Arguably the most abused of all factory farmed animals today, egg-laying hens endure misery so extreme in scale and intensity that it is impossible for us to fully empathize with their plight. In the U.S., intensively confined in battery cages so restrictive they can’t spread their wings for months, hundreds of millions of these social, intelligent animals endure constant suffering and frustration.

In the last half-century, the American egg industry has been on a path toward further intensified confinement practices—until now. For the first time, major retailers are saying no to battery cage cruelty and egg producers are literally ripping out cages from their sheds. What does this mean for animals? In just the last 18 months of concerted campaigning against the battery cage, hundreds of thousands fewer laying hens are confined in cages.

The Campaign
Just as animal protection campaigns have successfully equated veal with animal cruelty in the minds of many, the campaign against battery cages is quickly enforcing the idea that no socially responsible business ought to associate itself with an abuse as abhorrent as battery cage egg production.

Whole Foods Market and Wild Oats Natural Marketplace have discontinued all sales of eggs from caged birds, and Trader Joe’s has done the same with its private brand eggs. Companies like AOL and Google now refuse to use battery cage eggs in their corporate employee dining halls, and food service provider Bon Appétit Management Company is phasing in a no battery egg policy for all of its 400 cafés, including those for major corporate clients Yahoo!, Adidas, Best Buy and Nordstrom.
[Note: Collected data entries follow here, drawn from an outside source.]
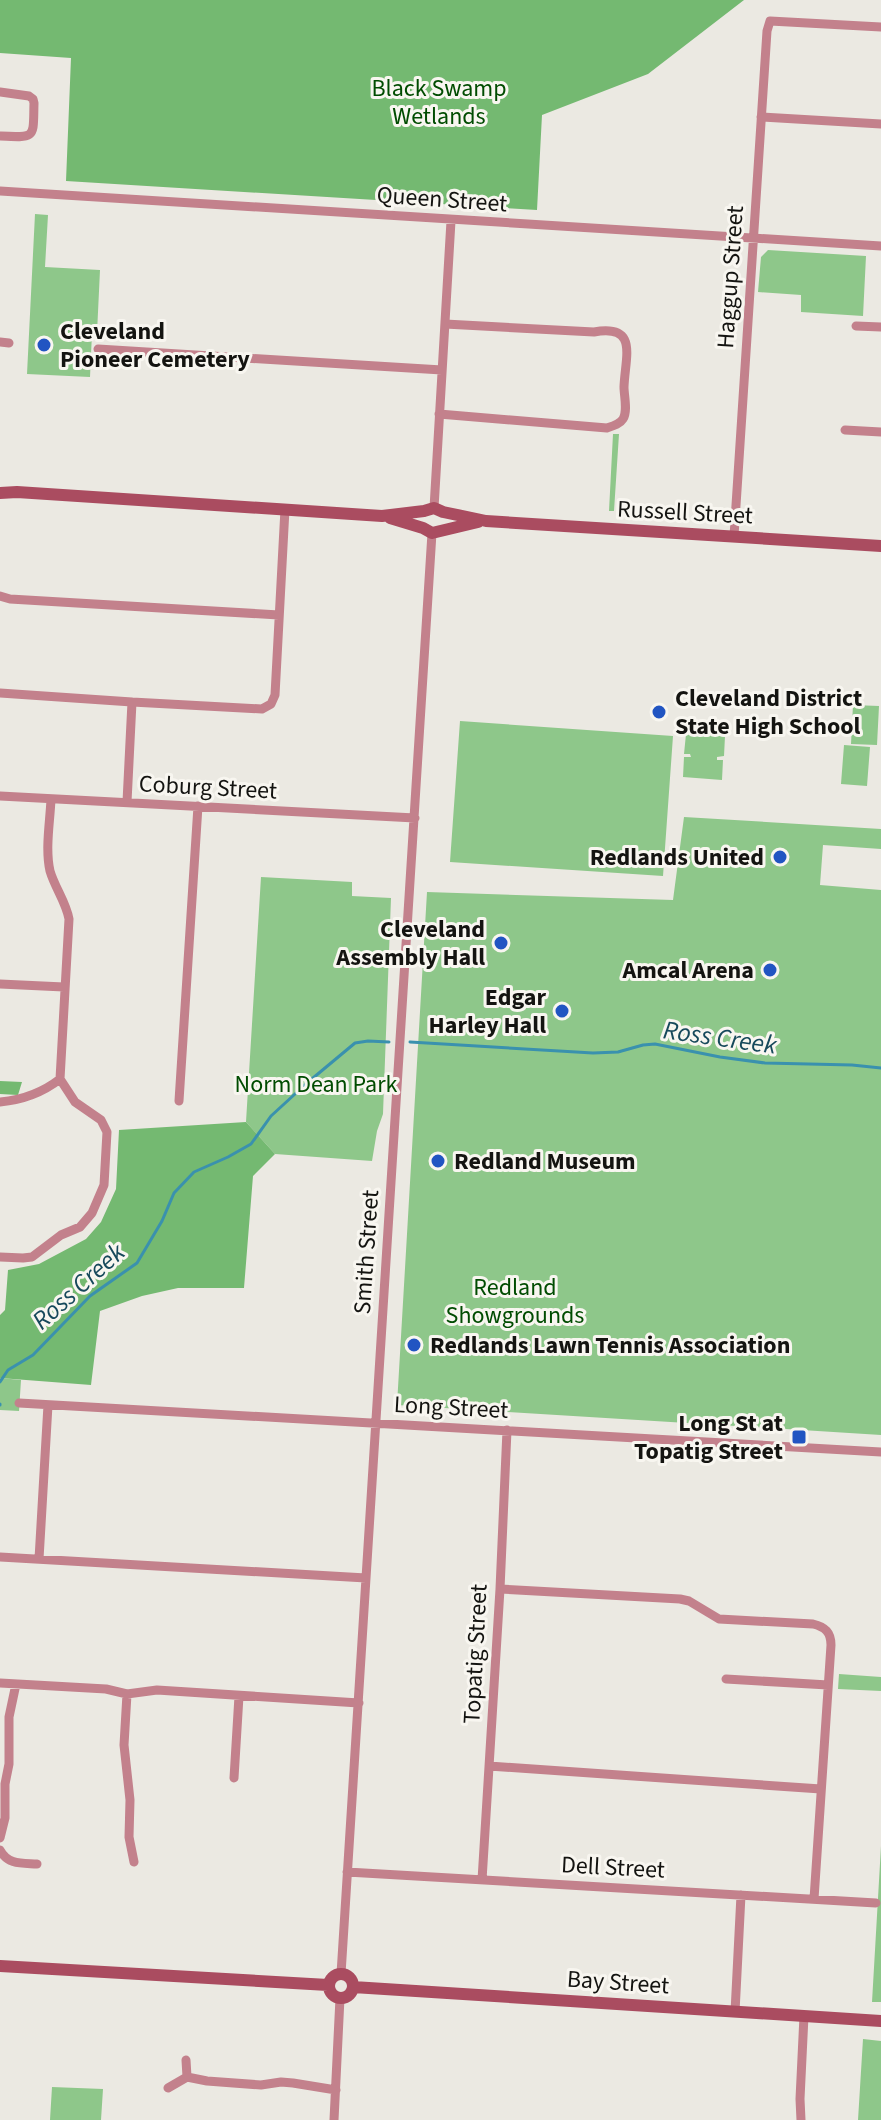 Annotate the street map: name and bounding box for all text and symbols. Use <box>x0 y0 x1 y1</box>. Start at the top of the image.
park label: Black Swamp Wetlands <box>371 71 507 134</box>
street label: Queen Street <box>375 177 508 222</box>
street label: Haggup Street <box>708 204 753 350</box>
place label: Cleveland Pioneer Cemetery <box>60 314 250 377</box>
marker: Cleveland Pioneer Cemetery <box>35 336 53 354</box>
street label: Russell Street <box>616 491 754 534</box>
place label: Cleveland District State High School <box>675 681 862 744</box>
marker: Cleveland District State High School <box>650 703 668 721</box>
street label: Coburg Street <box>138 766 278 809</box>
place label: Redlands United <box>590 840 764 875</box>
marker: Redlands United <box>771 848 789 866</box>
place label: Cleveland Assembly Hall <box>335 912 485 975</box>
marker: Cleveland Assembly Hall <box>492 934 510 952</box>
place label: Amcal Arena <box>622 953 754 988</box>
marker: Amcal Arena <box>761 961 779 979</box>
place label: Edgar Harley Hall <box>429 980 546 1043</box>
marker: Edgar Harley Hall <box>553 1002 571 1020</box>
water label: Ross Creek <box>661 1011 780 1064</box>
park label: Norm Dean Park <box>235 1067 398 1102</box>
place label: Redland Museum <box>454 1144 636 1179</box>
marker: Redland Museum <box>429 1152 447 1170</box>
street label: Smith Street <box>345 1189 388 1315</box>
water label: Ross Creek <box>24 1234 134 1338</box>
park label: Redland Showgrounds <box>446 1270 584 1333</box>
place label: Redlands Lawn Tennis Association <box>430 1328 790 1363</box>
marker: Redlands Lawn Tennis Association <box>405 1336 423 1354</box>
street label: Long Street <box>393 1387 509 1428</box>
place label: Long St at Topatig Street <box>634 1406 783 1469</box>
marker: Long St at Topatig Street <box>790 1428 808 1446</box>
street label: Topatig Street <box>454 1583 497 1725</box>
street label: Dell Street <box>560 1847 666 1888</box>
street label: Bay Street <box>566 1961 670 2004</box> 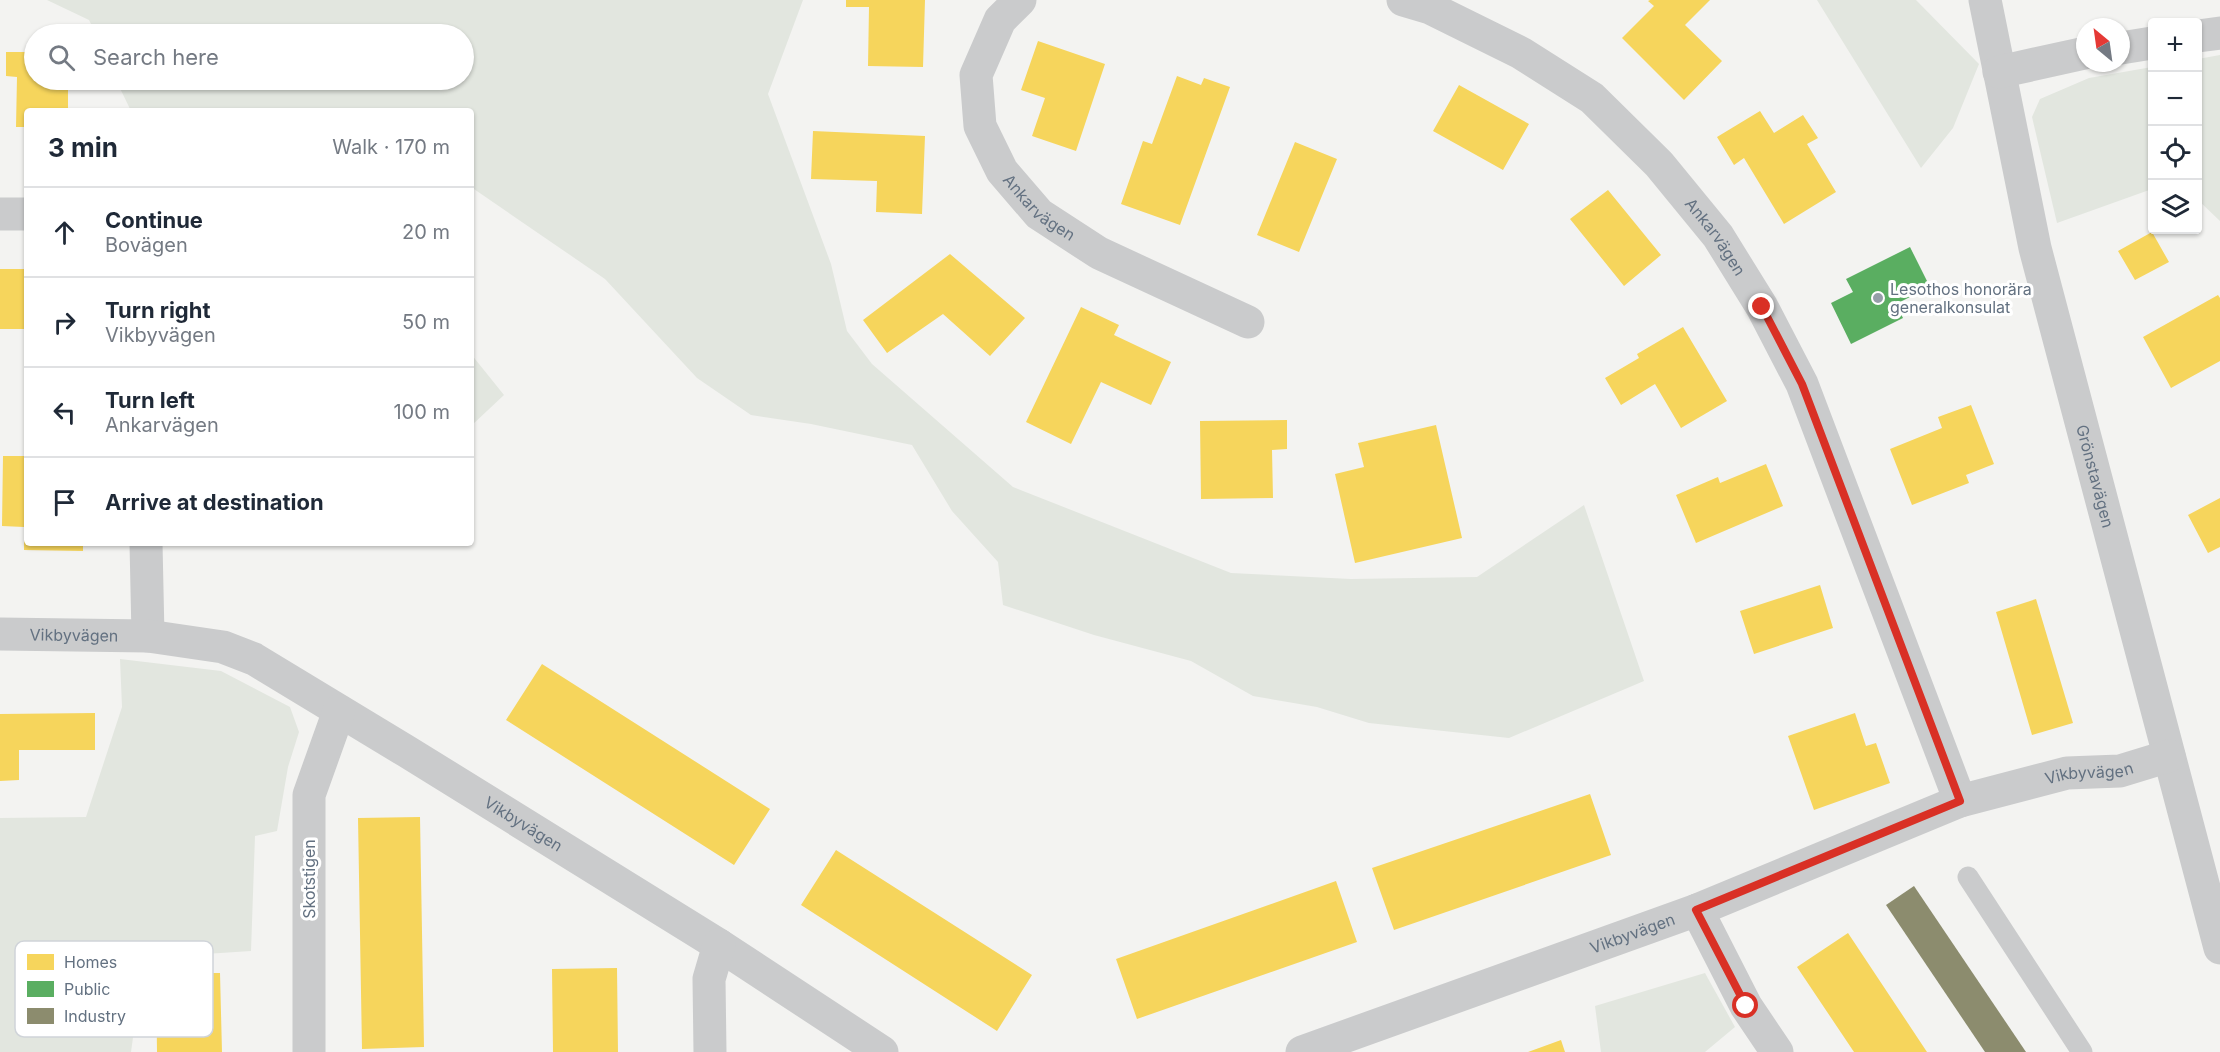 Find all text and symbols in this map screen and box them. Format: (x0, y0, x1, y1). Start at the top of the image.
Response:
north arrow (2076, 18, 2130, 72)
map controls (2148, 18, 2202, 234)
button: + (2148, 18, 2202, 72)
search box (24, 24, 474, 90)
icon: search (45, 41, 78, 74)
text: Search here (93, 44, 219, 70)
button: − (2148, 72, 2202, 126)
button: locate (2148, 126, 2202, 180)
text: 3 min (48, 132, 118, 163)
text: Walk · 170 m (332, 135, 450, 159)
street label: Ankarvägen (999, 170, 1079, 245)
button: layers (2148, 180, 2202, 234)
street label: Ankarvägen (1681, 194, 1750, 279)
text: Continue (105, 207, 203, 233)
icon: ahead (48, 216, 81, 249)
text: 20 m (402, 220, 450, 244)
text: Bovägen (105, 233, 188, 257)
place label: Lesothos honorära generalkonsulat (1890, 279, 2032, 317)
marker: Lesothos honorära generalkonsulat (1871, 291, 1885, 305)
route end (1748, 293, 1774, 319)
text: Turn right (105, 297, 211, 323)
icon: right (48, 306, 81, 339)
text: 50 m (402, 310, 450, 334)
text: Vikbyvägen (105, 323, 216, 347)
text: Turn left (105, 387, 195, 413)
icon: left (48, 396, 81, 429)
text: 100 m (393, 400, 450, 424)
text: Ankarvägen (105, 413, 219, 437)
street label: Grönstavägen (2072, 422, 2118, 530)
icon: arrive (48, 486, 81, 519)
text: Arrive at destination (105, 489, 324, 515)
street label: Vikbyvägen (30, 624, 118, 646)
street label: Vikbyvägen (2043, 758, 2136, 788)
street label: Vikbyvägen (481, 792, 566, 856)
street label: Skotstigen (299, 839, 319, 919)
street label: Vikbyvägen (1587, 909, 1677, 958)
legend (15, 941, 213, 1037)
text: Homes (64, 952, 117, 972)
text: Public (64, 979, 110, 999)
route start (1732, 992, 1758, 1018)
text: Industry (64, 1006, 126, 1026)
Also, nearly 100 U.S. colleges and universities have enacted policies to eliminate or dramatically reduce their consumption of battery eggs.

The trend is clear: battery cages are being relegated to the dustbin of history faster than anyone would have imagined just two years ago.

Pragmatic and Effective
The important question is, what replaces the battery eggs? Grocery chains and food service providers refusing to use battery eggs are still using eggs, even if they are from cage-free hens. Most cage-free hens come from hatcheries which kill male chicks and hens may endure debeaking. In many cage-free facilities, the hens cannot go outside and they are slaughtered at an early age in the same ways as nearly all commercially-raised laying hens. While cage-free may not mean cruelty-free, cage-free hens have significant advantages in quality of life than their caged counterparts. Unlike battery hens, cage-free hens are able to walk, spread their wings, and lay their eggs in nests. Further, cage-free egg producers who obtain certification under one of the more reputable standards programs must provide perching and dust-bathing areas for the birds as well. These advantages are important and significant to the animals involved.

This campaign is not pursuing an all-or-nothing, absolutist approach. Rather, it is a pragmatic campaign seeking to tangibly reduce animal suffering by ending one of the most abusive confinement practices in agribusiness today. This Henry Spira-style strategy pushes the peanut forward by freeing egg-laying hens from the confines of battery cages and improving their miserable lives.

We must be careful, however, in describing the campaign to the public to put forward a truthful message. Cage-free is a factual statement that describes the hens’ housing—simply that these birds are not confined in cages. It’s one thing to state that not using battery eggs helps reduce animal suffering and is a move in the right direction. It’s another to claim that cage-free eggs are by definition “cruelty-free.”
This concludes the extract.